**Items from a data source:**
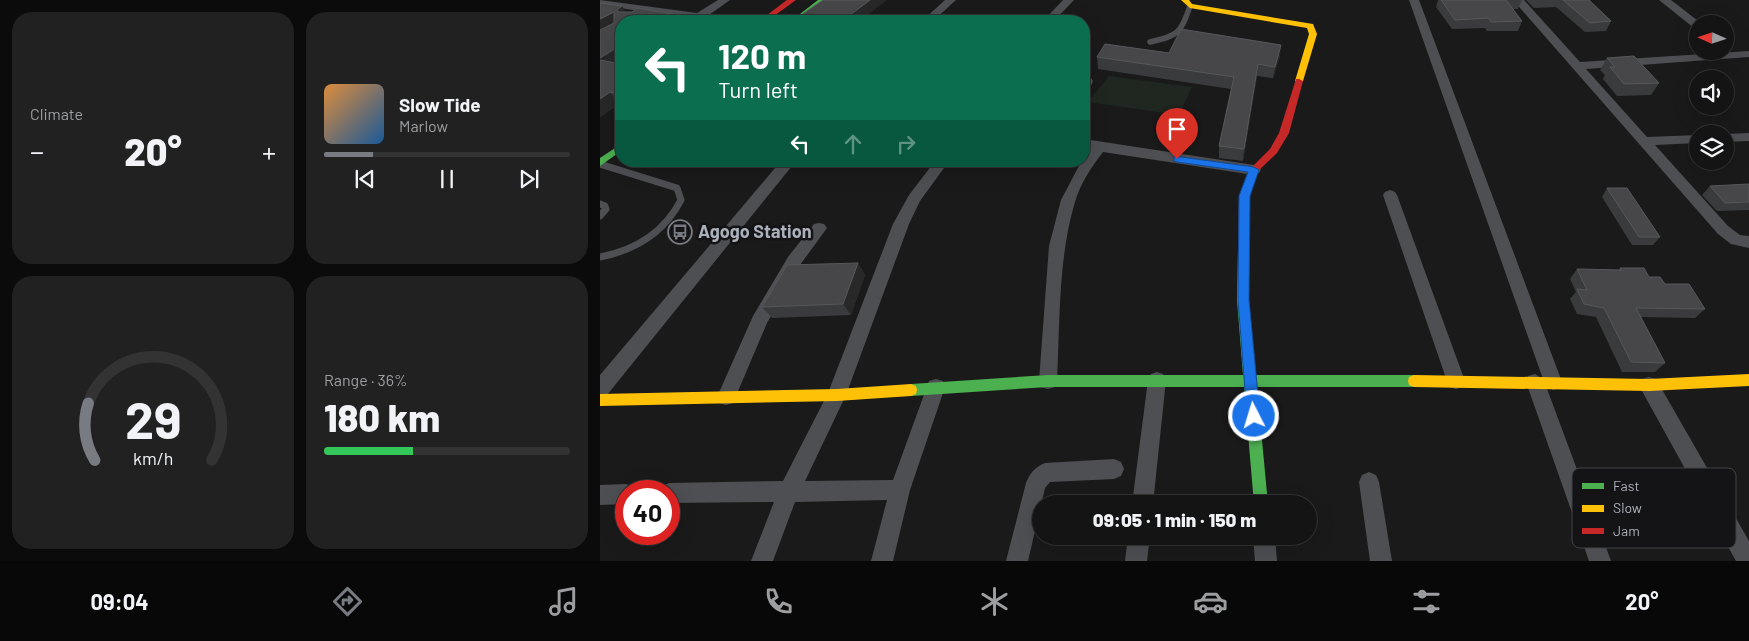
<!DOCTYPE html>
<meta charset="utf-8">
<style>
body{margin:0;font-family:Barlow,sans-serif;background:#212122;color:#f1f3f6;height:100vh;display:flex;flex-direction:column;font-size:19px;white-space:nowrap}
*{box-sizing:border-box;margin:0}
p{font-size:16px;color:#9d9ea0}
.icon{flex:none;width:28px;height:28px;fill:none;stroke:currentColor;stroke-width:2;stroke-linecap:round;stroke-linejoin:round}
.map{position:relative;flex:1;overflow:hidden}
.panel{display:flex;flex-direction:column;gap:12px;padding:12px;background:#0b0b0b;width:600px}
.panel>*{flex:none}
.guide{position:absolute;left:15px;top:15px;width:475px;height:152px;border-radius:20px;box-shadow:0 5px 20px #0002,0 0 0 1px #333334;background:#0b6e4f;color:#fff;overflow:hidden}
.needle{width:32px;rotate:273deg}
.fabs{position:absolute;left:1089px;top:15px;display:grid;gap:10px}
.fabs a{display:grid;place-items:center;width:45px;height:45px;border-radius:50%;background:#141414;box-shadow:0 5px 20px #0002,0 0 0 1px #333334;font-size:25px}
.speed{position:absolute;left:15px;top:480px;display:flex;gap:10px;font-size:25px;font-weight:700;text-align:center}
.speed>*{display:grid;place-content:center;width:65px;height:65px;border-radius:50%;background:#141414;box-shadow:0 5px 20px #0002,0 0 0 1px #333334;line-height:1}
.speed .limit{border:8px solid #d22;background:#fff;color:#111}
.pin{position:absolute;display:grid;place-items:center;width:42px;height:42px;color:#fff;margin:-51px -21px;border-radius:50% 50% 50% 0;rotate:-45deg;box-shadow:0 0 5px #0007}
.pin .icon{rotate:45deg}
.me{position:absolute;width:55px;margin:-28px;rotate:355deg;stroke-linejoin:round;filter:drop-shadow(0 0 4px #0008)}
.turn{display:flex;align-items:center;gap:18px;height:105px;padding:0 20px;font-size:22px}
.turn .icon{width:65px;height:65px;stroke-width:2.5}
.turn b{display:block;font-size:35px;line-height:42px}
.lanes{display:flex;align-items:center;height:48px;padding:0 20px;background:#0003;justify-content:center;gap:25px;direction:ltr}
.lanes .off{opacity:.35}
.big{font-size:38px;font-weight:800;line-height:1.1}
.panel .widget{flex:1;display:flex;flex-direction:column;justify-content:center;gap:8px;min-width:0;padding:0 18px;border-radius:20px;background:#212122}
.panel .dial{align-items:center;gap:0}
.dial svg{height:130px;overflow:visible;fill:none;stroke:#333334;stroke-width:7;stroke-linecap:round;text-anchor:middle}
.dial text{fill:#f1f3f6;stroke:none}
.song{display:flex;align-items:center;gap:15px}
.cover{width:60px;height:60px;border-radius:8px;background:linear-gradient(135deg,hsl(30 70% 55%),hsl(210 70% 35%))}
.played{height:5px;border-radius:2px;background:linear-gradient(90deg,#787c82 20%,#333334 20%)}
.keys{display:flex;justify-content:space-around;direction:ltr}
.heat{display:flex;justify-content:space-between;align-items:center;font-size:28px;direction:ltr}
.charge{height:8px;border-radius:4px;background:linear-gradient(90deg,#34c759 36%,#333334 0)}
.panel .tiles{flex:1;display:grid;gap:12px;grid-template-columns:repeat(2,1fr)}
.trip{position:absolute;left:432px;top:495px;width:285px;height:50px;border-radius:25px;background:#141414;box-shadow:0 5px 20px #0002,0 0 0 1px #333334;font-weight:800;line-height:50px;text-align:center}
.tab-bar{display:flex;height:80px;justify-content:space-around;align-items:center;background:#080808;color:#9d9ea0}
.tab-bar .icon{width:35px;height:35px}
.tab-bar .on{color:#787c82}
.tab-bar b{font-size:22px;color:#f1f3f6}
main{display:flex;flex:1;min-height:0}
.map>svg:first-child{display:block}
</style>
<main>
<section class="panel">
<div class="tiles">
<div class="widget"><p>Climate</p>
<div class="heat"><a>−</a><b class="big">20°</b><a>+</a></div>
</div>
<div class="widget">
<div class="song"><i class="cover"></i><div><b>Slow Tide</b><p>Marlow</p></div></div>
<div class="played"></div>
<div class="keys"><svg class="icon" aria-label="previous" viewBox="0 0 24 24"><path d="M18 5L8 12l10 7zM5 5v14"/></svg><svg class="icon" aria-label="pause" viewBox="0 0 24 24"><path d="M8 5v14M16 5v14"/></svg><svg class="icon" aria-label="next" viewBox="0 0 24 24"><path d="M6 5l10 7-10 7zM19 5v14"/></svg></div>
</div>
<div class="widget dial"><svg viewBox="0 0 100 80">
<path d="M14 69A42 42 0 1 1 86 69"/>
<path d="M14 69A42 42 0 0 1 10 34" stroke="#787c82"/>
<text x="50" y="56" font-size="32" font-weight="700">29</text>
<text x="50" y="72" font-size="11">km/h</text>
</svg></div>
<div class="widget"><p>Range · 36%</p><b class="big">180 km</b><div class="charge"></div></div>
</div>
</section>
<div class="map">
<svg width="1149" height="561" viewBox="0 0 1149 561">
<rect width="100%" height="100%" fill="#1a1a1a"/>
<path fill="#1f2720" d="M509 76 592 87 579 115 488 102Z"/>
<g fill="none" stroke-linecap="round" stroke-linejoin="round">
<path stroke="#4e4f53" stroke-width="5.5" d="M550 42C578 36 581 33 590 6"/>
<path stroke="#4e4f53" stroke-width="7" d="M0 164 77 188 81 200C64 233 36 250 0 257
M0 204 5 206 6 209 0 216"/>
<path fill="#4e4f53" fill-rule="evenodd" d="M0 0 97 13 118 0H130L109 15 128 18 133 21 99 20 0 5Z
M345 0H356L333 21H322Z
M463 0H474L454 21H443Z
M809 0H819L962 382 960 388 953 390 946 386 1011 561H989L926 382 928 376 935 374 943 379Z
M913 0H924L980 62 1149 51V57L986 69 1047 137 1098 135V143L1055 145 1128 226 1140 235 1149 236V248L1131 244 1118 234Z
M1059 0H1071L1102 24H1098V29L1094 28Z
M484 73 488 74 493 81 488 93 484 94Z
M1149 133V141L1125 142V134Z
M484 139 654 165 659 167 661 170 659 173 654 175 503 152C492 166 480 184 475 202 458 258 460 323 457 381L455 387 448 389 441 387 439 381 449 246 461 200 481 162 484 161V158L491 149 484 147Z
M181 161H196L7 395 0 397V375Z
M335 161H349L320 201 309 224 246 395 205 481 293 480 329 381 336 379 343 381 345 387 310 490 293 561H271L287 500 195 502 173 561H151L174 502 69 503V491H59L62 486 69 483 183 481 228 393 293 224 309 195Z
M790 190 795 192 797 195 865 381 863 387 856 389 849 387 847 381 783 195 785 192Z
M219 223 224 224 227 228 200 265 167 323 133 403 126 405 119 403 117 397 153 316 188 257 214 224Z
M557 372 563 374 566 380 553 504H532L548 380 551 374Z
M1049 377 1056 379 1149 541V561H1136L1042 391 1040 385 1042 379Z
M514 459 521 462 524 469 521 476 514 479 450 482 445 488 428 561H406L426 483C430 473 435 467 445 463Z
M769 472 776 475 779 482 792 561H770L759 482 762 475Z
M26 484 33 487 35 491H26V504L0 505V485Z
M528 536H550L547 561H525Z
M653 536H675L677 561H655Z"/>
<path fill="#4caf50" fill-rule="evenodd" d="M218 0H226L199 21H191Z
M21 144V151L0 166V158Z
M643 246 648 250 649 300 656 375H814L819 377 820 381 819 385 814 387H657L668 504H654L644 387H448L311 396 306 394 305 390 306 386 311 384 448 375H643L637 300 638 250Z"/>
<path fill="#ffc107" fill-rule="evenodd" d="M581 0H589L592 4 713 24 717 34 703 81 699 83 695 81 709 34 707 28 590 8Z
M1149 374V386L1049 391 814 387 809 385 808 381 809 377 814 375 1049 379Z
M311 384 316 386 317 390 316 394 311 396 237 401 0 406V394L237 389Z"/>
<path fill="#c62828" fill-rule="evenodd" d="M187 0H196L167 21H159Z
M696 79H699L703 81 689 133 677 153 658 171 649 196 648 250 643 254 639 253 638 250 639 196 651 168 670 149 679 133Z"/>
</g>
<path fill="#3a3b3c" d="M838 0H922L918 9H913L922 21 918 31H887L885 28 852 29 836 7Z
M926 0H989L1011 21 1006 31 985 32 956 7 934 8Z
M0 3 26 12 82 16 119 21H21V62L18 64H21V104H19L0 117Z
M680 56 673 78 657 76 643 161 619 158V146L631 89 498 69 497 57Z
M1007 58 1059 83 1051 95 1017 96 1003 79 1005 75 1000 70Z
M112 161H125L122 164Z
M1149 184V210L1117 211 1102 195 1110 186Z
M1007 188 1060 237 1053 245H1032L1002 197Z
M258 263 265 275 251 315 172 318 162 307Z
M1020 268 1049 277 1065 284 1105 309 1095 318 1041 317 1065 363 1055 372H1022L996 317 977 314 970 299 976 292 970 279 977 269 1019 270Z
M1038 503 1125 542 1113 548 1046 547 1029 509Z"/>
<path fill="#282828" d="M270 0H287L260 21H242Z
M22 6 29 17 25 21 17 10Z
M14 12 21 23 0 34V19Z
M21 45V62L7 71 0 62V58Z
M681 45 680 56 673 78 675 67Z
M658 64 657 76 643 161 644 149Z
M21 89V102L14 93Z
M10 92 19 104 0 117V99Z
M258 263 265 275 251 315 243 304Z"/>
<path fill="#474749" stroke="#56585b" d="M223 0H270L242 21H197L200 19 197 18Z
M841 0H906L922 21 891 22 888 18 855 20Z
M963 0H989L1011 21 990 23Z
M0 3 22 6 17 10 19 12H32L38 8 82 16 85 14 119 21H21V45L0 58V30L14 23V12L0 19Z
M581 29 681 45 675 67 658 64 644 149 619 146 634 77 497 57 505 44 569 53Z
M1034 56 1059 83 1024 84 1010 67H1015L1007 58Z
M0 60 21 64V89L14 93 10 92 0 99Z
M1149 184V202L1125 203 1110 186Z
M1007 188H1027L1060 237H1039Z
M258 263 243 304 162 307 187 265Z
M1020 268H1044L1049 277H1060L1065 284H1089L1105 309 1036 308 1065 363 1031 362 1004 308 984 304 977 289 987 290 977 269 1021 270Z"/>
<path fill="#1a73e8" stroke="#114b97" d="M574 156 654 167 659 170 650 196 649 300 660 416 658 421 654 423 649 421 647 416 638 300 639 196 648 172 577 162 574 161Z"/>
<defs>
<g id="bus-ring" transform="scale(1.25)"><circle r="9.5" fill="#141416" stroke="#787c82" stroke-width="1.5"/><path d="M-5-6H5V4H4V6H2V4H-2V6H-4V4H-5ZM-3.5-4V0h7V-4ZM-3.5 1.2v1.5H-2V1.2ZM2 1.2v1.5H3.5V1.2Z" fill="#787c82"/></g>
</defs>
<g fill-rule="evenodd">
<use href="#bus-ring" x="80" y="232"/>
</g>
<g text-anchor="middle" stroke-width="5" stroke-linejoin="round" paint-order="stroke">
<g font-size="18" font-weight="bold" fill="#abb0ba" stroke="#141416" text-anchor="start">
<text x="98" y="238">Agogo Station</text>
</g>
</g>
<rect x="972" y="468" width="164" height="80" rx="8" fill="#141416" stroke="#414347" stroke-width="1"/>
<rect x="982" y="483" width="22" height="6" fill="#4caf50"/>
<rect x="982" y="505" width="22" height="7" fill="#ffc107"/>
<rect x="982" y="528" width="22" height="6" fill="#c62828"/>
<g font-size="14" fill="#abb0ba">
<text x="1013" y="491">Fast</text>
<text x="1013" y="513">Slow</text>
<text x="1013" y="536">Jam</text>
</g>
</svg>
<div class="fabs">
<a><svg class="needle" viewBox="-14 -14 28 28"><path d="M0-13l5 13h-10z" fill="#e53935"/><path d="M0 13l5-13h-10z" fill="#9d9ea0"/></svg></a>
<a><svg class="icon" aria-label="sound" viewBox="0 0 24 24"><path d="M4 9h4l5-4v14l-5-4H4zM17 9q2 3 0 6"/></svg></a>
<a><svg class="icon" aria-label="layers" viewBox="0 0 24 24"><path d="M12 4l9 5-9 5-9-5zM3 14l9 5 9-5"/></svg></a>
</div>
<div class="speed"><div class="limit">40</div></div>
<div class="pin" style="left:577px;top:159px;background:#d93025"><svg class="icon" aria-label="arrive" viewBox="0 0 24 24"><path d="M6 21V4h12l-3 4 3 4H6"/></svg></div>
<svg class="me" style="left:654px;top:416px" viewBox="-20 -20 40 40"><circle r="17" fill="#1a73e8" stroke="#fff" stroke-width="3"/><path d="M0-11L8 9 0 5-8 9z" fill="#fff"/></svg>
<div class="trip">09:05 · 1 min · 150 m</div>
<div class="guide">
<div class="turn"><svg class="icon" aria-label="left" viewBox="0 0 24 24"><path d="M17 20v-9H6M10 6l-5 5 5 5"/></svg><div><b>120 m</b>Turn left</div></div>
<div class="lanes"><svg class="icon" aria-label="left" viewBox="0 0 24 24"><path d="M17 20v-9H6M10 6l-5 5 5 5"/></svg><svg class="icon off" aria-label="ahead" viewBox="0 0 24 24"><path d="M12 20V5M6 11l6-6 6 6"/></svg><svg class="icon off" aria-label="right" viewBox="0 0 24 24"><path d="M7 20v-9h11M14 6l5 5-5 5"/></svg></div>
</div>
</div>
</main>
<nav class="tab-bar">
<b>09:04</b>
<svg class="icon on" aria-label="directions" viewBox="0 0 24 24"><path d="M12 3l9 9-9 9-9-9zM9 14v-3h6M13 9l2 2-2 2"/></svg>
<svg class="icon" aria-label="music" viewBox="0 0 24 24"><path d="M9 18V5l10-2v13"/><circle cx="6" cy="18" r="3"/><circle cx="16" cy="16" r="3"/></svg>
<svg class="icon" aria-label="phone" viewBox="0 0 24 24"><path d="M5 4h4l2 5-3 2q2 4 5 5l2-3 5 2v4C11 20 4 13 5 4z"/></svg>
<svg class="icon" aria-label="climate" viewBox="0 0 24 24"><path d="M12 3v18M4 7l16 10M4 17L20 7"/></svg>
<svg class="icon" aria-label="car" viewBox="0 0 24 24"><path d="M5 17H2v-5l4-1 3-4h7l3 4 3 1v5h-3M9 17h6M6 11h13"/><circle cx="7" cy="17" r="2"/><circle cx="17" cy="17" r="2"/></svg>
<svg class="icon" aria-label="filters" viewBox="0 0 24 24"><path d="M4 7h16M4 17h16"/><circle cx="9" cy="7" r="2"/><circle cx="15" cy="17" r="2"/></svg>
<b>20°</b>
</nav>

**THE TASK:**
Using the records above, copy word for word the line with "M963 0H989L1011 21 990 23Z", the line with "M1007 188H1027L1060 237H1039Z", and every line between them.

**RESPONSE TO THE EXERCISE:**
M963 0H989L1011 21 990 23Z
M0 3 22 6 17 10 19 12H32L38 8 82 16 85 14 119 21H21V45L0 58V30L14 23V12L0 19Z
M581 29 681 45 675 67 658 64 644 149 619 146 634 77 497 57 505 44 569 53Z
M1034 56 1059 83 1024 84 1010 67H1015L1007 58Z
M0 60 21 64V89L14 93 10 92 0 99Z
M1149 184V202L1125 203 1110 186Z
M1007 188H1027L1060 237H1039Z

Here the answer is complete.